Agni-VI all set to take shape

It can deliver four or six warheads 6,000 km away

February 04, 2013 11:22 pm | Updated December 04, 2021 11:11 pm IST - CHENNAI:

In this April 19, 2012 file photo, Agni-V on its launch pad at the Wheeler Island off the Orissa coast. The Defence Research and Development Organisation is developing Agni-VI with multiple nuclear warheads, which can reach targets 6,000 km away. Photo: V.V.Krishnan

In this April 19, 2012 file photo, Agni-V on its launch pad at the Wheeler Island off the Orissa coast. The Defence Research and Development Organisation is developing Agni-VI with multiple nuclear warheads, which can reach targets 6,000 km away. Photo: V.V.Krishnan

Agni-VI with multiple nuclear warheads, which can reach targets 6,000 km away, is all set to be developed by the Defence Research and Development Organisation (DRDO).

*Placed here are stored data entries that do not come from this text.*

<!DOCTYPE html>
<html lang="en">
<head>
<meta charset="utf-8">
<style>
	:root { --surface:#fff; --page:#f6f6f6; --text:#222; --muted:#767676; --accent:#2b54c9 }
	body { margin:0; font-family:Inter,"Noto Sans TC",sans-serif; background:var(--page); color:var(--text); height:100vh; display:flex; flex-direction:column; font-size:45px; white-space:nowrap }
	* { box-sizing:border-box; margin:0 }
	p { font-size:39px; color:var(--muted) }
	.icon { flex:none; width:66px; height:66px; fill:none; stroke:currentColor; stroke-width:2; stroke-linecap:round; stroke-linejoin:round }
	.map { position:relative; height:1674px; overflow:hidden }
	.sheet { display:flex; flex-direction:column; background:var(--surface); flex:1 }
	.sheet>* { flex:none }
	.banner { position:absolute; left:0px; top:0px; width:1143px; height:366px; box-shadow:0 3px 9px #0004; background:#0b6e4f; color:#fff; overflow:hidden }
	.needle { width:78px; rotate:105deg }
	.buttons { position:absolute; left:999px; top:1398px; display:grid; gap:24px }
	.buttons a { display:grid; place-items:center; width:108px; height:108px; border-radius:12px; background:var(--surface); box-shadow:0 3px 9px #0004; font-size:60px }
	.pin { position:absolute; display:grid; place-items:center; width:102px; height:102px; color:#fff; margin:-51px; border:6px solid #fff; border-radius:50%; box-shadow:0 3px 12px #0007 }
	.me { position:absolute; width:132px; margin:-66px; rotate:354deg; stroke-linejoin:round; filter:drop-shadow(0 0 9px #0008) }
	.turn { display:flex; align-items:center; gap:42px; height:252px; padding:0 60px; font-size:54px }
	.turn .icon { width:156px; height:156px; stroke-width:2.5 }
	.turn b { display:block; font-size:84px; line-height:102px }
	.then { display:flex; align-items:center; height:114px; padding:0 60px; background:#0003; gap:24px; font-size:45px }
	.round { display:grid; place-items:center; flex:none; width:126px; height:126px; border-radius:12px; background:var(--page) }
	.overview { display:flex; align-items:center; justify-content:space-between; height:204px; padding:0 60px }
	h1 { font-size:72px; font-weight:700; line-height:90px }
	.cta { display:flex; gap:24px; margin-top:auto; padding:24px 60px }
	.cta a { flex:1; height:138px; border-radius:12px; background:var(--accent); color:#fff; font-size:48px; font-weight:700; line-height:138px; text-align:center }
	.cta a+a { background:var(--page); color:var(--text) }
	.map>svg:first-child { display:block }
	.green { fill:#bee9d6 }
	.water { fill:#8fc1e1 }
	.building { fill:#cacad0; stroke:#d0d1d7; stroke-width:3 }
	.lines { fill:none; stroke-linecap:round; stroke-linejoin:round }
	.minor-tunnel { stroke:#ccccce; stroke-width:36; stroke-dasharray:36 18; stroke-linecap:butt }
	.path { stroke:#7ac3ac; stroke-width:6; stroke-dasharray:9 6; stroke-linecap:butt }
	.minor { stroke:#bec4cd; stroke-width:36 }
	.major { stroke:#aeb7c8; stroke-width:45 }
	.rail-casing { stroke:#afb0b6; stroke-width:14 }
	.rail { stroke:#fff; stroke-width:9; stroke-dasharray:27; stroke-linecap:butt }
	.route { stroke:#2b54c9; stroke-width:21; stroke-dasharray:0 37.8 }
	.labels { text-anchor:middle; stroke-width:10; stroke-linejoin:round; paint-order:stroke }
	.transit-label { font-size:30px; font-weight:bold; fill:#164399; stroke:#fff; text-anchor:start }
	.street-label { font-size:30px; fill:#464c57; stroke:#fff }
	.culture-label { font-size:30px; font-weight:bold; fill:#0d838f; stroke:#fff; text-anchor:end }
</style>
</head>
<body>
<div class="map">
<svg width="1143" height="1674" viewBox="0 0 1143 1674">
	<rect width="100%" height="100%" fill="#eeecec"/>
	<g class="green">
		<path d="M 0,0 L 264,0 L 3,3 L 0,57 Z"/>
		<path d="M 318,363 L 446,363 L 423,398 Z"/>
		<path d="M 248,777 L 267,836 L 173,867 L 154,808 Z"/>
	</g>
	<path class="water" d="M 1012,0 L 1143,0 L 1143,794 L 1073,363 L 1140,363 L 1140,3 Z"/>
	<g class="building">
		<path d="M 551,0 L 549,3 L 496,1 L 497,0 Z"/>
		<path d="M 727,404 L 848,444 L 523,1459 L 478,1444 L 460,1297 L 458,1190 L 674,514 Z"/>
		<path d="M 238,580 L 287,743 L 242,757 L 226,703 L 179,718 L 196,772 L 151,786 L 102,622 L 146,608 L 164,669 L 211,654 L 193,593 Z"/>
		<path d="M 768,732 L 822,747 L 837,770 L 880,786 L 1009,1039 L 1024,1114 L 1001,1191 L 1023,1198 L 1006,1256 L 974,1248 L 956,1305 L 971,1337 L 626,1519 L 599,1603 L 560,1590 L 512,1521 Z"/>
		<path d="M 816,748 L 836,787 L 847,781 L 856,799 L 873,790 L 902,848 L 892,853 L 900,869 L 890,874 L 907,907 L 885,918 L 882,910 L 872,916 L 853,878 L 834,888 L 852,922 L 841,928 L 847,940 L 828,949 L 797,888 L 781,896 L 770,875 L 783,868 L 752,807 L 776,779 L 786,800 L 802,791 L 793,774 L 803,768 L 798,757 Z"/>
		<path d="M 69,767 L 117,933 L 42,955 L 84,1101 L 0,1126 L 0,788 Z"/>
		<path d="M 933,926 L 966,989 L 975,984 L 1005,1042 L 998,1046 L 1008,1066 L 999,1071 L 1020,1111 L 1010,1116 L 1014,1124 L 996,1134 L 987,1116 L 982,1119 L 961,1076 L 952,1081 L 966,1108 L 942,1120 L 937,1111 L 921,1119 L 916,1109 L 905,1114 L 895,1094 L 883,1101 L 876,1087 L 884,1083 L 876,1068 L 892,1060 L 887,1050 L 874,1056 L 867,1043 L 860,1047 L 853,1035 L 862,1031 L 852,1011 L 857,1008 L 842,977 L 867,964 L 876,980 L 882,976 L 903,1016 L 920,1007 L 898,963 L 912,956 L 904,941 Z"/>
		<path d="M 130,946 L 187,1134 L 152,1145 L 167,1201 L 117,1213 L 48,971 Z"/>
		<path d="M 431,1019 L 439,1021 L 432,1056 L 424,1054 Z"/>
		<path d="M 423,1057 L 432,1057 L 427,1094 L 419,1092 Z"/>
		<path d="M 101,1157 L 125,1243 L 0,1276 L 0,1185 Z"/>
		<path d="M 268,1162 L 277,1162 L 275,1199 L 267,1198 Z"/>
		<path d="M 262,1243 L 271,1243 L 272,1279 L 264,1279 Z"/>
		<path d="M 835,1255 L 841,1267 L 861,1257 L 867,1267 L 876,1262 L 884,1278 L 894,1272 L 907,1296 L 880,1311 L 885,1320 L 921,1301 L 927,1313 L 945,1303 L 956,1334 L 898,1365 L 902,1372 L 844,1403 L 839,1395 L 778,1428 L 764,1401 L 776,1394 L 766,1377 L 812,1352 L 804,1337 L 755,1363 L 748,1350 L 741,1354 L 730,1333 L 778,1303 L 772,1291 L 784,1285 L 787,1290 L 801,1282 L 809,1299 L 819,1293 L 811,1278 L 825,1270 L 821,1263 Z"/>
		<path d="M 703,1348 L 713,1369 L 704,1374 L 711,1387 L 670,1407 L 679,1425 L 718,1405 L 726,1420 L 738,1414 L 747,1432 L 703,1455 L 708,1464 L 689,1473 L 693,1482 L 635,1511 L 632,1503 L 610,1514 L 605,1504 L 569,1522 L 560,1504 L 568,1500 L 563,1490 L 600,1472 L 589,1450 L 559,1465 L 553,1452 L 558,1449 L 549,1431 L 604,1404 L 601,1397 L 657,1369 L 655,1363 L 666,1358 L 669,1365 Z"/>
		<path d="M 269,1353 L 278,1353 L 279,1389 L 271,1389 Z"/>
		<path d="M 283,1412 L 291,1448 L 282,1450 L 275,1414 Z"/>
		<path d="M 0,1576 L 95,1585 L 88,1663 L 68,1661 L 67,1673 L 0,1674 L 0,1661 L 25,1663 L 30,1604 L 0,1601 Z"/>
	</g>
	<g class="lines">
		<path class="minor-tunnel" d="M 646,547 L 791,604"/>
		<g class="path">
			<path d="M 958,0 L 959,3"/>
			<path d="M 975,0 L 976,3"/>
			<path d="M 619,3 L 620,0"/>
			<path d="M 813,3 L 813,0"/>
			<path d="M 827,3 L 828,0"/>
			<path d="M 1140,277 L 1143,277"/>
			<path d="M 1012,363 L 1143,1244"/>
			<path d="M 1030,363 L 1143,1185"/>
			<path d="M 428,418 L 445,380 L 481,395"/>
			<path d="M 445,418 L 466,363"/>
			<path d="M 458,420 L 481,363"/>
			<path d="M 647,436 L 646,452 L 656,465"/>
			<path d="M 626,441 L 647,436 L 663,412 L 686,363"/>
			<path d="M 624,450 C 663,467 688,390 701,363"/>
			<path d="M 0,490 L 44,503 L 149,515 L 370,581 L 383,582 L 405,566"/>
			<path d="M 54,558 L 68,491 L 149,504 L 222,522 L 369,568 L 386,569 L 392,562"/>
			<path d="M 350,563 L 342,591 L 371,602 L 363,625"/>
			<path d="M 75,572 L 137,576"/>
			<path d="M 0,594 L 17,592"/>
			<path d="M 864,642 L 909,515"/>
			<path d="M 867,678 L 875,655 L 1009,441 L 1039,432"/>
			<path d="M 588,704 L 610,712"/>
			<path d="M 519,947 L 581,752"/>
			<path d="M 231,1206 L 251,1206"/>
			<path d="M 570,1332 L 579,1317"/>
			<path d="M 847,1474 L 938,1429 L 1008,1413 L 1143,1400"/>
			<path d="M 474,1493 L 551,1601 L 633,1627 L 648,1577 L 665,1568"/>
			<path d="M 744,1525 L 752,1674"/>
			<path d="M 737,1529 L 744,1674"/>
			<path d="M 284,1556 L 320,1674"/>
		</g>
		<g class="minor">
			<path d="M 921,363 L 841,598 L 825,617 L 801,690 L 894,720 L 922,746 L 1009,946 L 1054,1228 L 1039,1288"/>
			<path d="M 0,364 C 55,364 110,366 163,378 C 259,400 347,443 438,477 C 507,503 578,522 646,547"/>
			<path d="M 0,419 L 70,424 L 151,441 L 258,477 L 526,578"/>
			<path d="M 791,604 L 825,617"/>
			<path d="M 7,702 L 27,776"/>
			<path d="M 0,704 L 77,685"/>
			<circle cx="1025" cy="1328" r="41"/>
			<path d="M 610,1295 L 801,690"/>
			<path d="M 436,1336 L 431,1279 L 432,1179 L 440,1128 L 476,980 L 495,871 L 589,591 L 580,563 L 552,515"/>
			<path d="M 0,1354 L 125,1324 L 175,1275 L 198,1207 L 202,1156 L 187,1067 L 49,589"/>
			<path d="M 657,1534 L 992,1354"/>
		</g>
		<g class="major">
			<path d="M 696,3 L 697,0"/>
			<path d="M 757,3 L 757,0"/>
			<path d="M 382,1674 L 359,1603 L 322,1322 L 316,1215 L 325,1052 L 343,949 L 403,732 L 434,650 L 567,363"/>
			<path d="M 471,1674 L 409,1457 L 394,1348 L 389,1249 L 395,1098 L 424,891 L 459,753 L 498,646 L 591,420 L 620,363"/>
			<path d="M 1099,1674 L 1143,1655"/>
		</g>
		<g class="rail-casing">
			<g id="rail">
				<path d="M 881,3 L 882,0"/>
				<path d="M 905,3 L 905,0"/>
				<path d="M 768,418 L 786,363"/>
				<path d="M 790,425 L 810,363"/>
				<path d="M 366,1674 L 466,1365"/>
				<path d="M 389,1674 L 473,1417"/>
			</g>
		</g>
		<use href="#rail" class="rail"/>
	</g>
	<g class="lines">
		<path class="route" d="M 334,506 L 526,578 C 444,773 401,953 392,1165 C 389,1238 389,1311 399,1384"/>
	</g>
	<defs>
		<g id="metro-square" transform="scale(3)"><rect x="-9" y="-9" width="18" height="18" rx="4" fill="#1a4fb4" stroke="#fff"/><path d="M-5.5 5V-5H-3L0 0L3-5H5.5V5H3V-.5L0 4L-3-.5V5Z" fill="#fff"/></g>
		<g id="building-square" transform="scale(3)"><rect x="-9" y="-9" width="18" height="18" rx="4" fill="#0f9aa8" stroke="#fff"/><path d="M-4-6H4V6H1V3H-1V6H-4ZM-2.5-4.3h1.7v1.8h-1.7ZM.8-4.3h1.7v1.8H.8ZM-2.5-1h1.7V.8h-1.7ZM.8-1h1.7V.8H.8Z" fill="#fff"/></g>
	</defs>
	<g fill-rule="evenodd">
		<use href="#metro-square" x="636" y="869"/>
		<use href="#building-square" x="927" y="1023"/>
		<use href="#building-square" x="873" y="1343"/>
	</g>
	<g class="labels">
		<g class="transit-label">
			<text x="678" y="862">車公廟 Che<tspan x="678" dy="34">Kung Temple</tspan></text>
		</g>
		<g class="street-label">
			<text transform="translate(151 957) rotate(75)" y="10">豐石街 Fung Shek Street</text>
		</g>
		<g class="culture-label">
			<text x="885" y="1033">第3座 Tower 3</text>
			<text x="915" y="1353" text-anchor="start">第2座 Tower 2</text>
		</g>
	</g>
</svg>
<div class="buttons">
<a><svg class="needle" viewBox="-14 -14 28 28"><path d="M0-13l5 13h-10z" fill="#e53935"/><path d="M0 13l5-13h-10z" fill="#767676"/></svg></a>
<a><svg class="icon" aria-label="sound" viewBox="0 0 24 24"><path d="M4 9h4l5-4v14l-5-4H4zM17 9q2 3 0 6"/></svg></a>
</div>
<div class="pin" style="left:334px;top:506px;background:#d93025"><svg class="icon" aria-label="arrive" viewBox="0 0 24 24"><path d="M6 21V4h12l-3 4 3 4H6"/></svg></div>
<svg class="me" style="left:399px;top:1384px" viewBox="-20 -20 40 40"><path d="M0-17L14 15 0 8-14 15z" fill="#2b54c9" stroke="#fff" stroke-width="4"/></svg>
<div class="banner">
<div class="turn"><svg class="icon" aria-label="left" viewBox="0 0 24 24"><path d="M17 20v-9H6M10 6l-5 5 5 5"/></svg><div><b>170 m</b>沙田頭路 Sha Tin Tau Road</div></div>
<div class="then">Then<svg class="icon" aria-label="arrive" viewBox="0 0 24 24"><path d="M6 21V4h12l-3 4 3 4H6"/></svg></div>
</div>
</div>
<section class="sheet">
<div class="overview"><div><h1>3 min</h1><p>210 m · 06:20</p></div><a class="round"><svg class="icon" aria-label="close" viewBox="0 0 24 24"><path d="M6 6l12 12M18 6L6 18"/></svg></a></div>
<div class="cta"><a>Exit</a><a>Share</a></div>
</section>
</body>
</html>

Only in April last, it carried out the maiden launch of Agni-V, which has a range of more than 5,000 km.

So far, all the strategic missiles developed by the DRDO — Agni-I, II, III, IV and V, and the submarine-launched K-15 and its land-based version Shourya — can carry only single nuclear warhead. The DRDO’s tactical missiles and supersonic cruise missile BrahMos can carry one conventional warhead each.

“We have started working on the multiple independently targetable re-entry vehicles [MIRV] version [Agni-VI]. It will carry four or six warheads depending upon their weight,” DRDO missile technologists said. “The constraint is the vehicle’s mass.”

Although the Union government is yet to sanction Agni-VI project, the DRDO has done all the enabling studies, finalised the missile’s design and started working on the engineering part. It had also figured out how to anchor four or six warheads in the vehicle, how to disperse them and the pattern of their dispersal. The warheads could be released in an order, one after another. If one warhead were to hit a place, another could fall 100 km away from it, the technologists said.

Both Agni-V and Agni-VI have three stages, all powered by solid propellants, and their diameter is two metres. And the comparison ends there.

While Agni-V weighs 50 tonnes and is 17.5 metres long, Agni-VI belongs to the 65-70-tonne class and will be 20 metres long. “Agni-VI will be a massive vehicle,” the technologists said. It was too early to say when its first launch would take place. It would be road-mobile and blast off from trucks with launching platforms.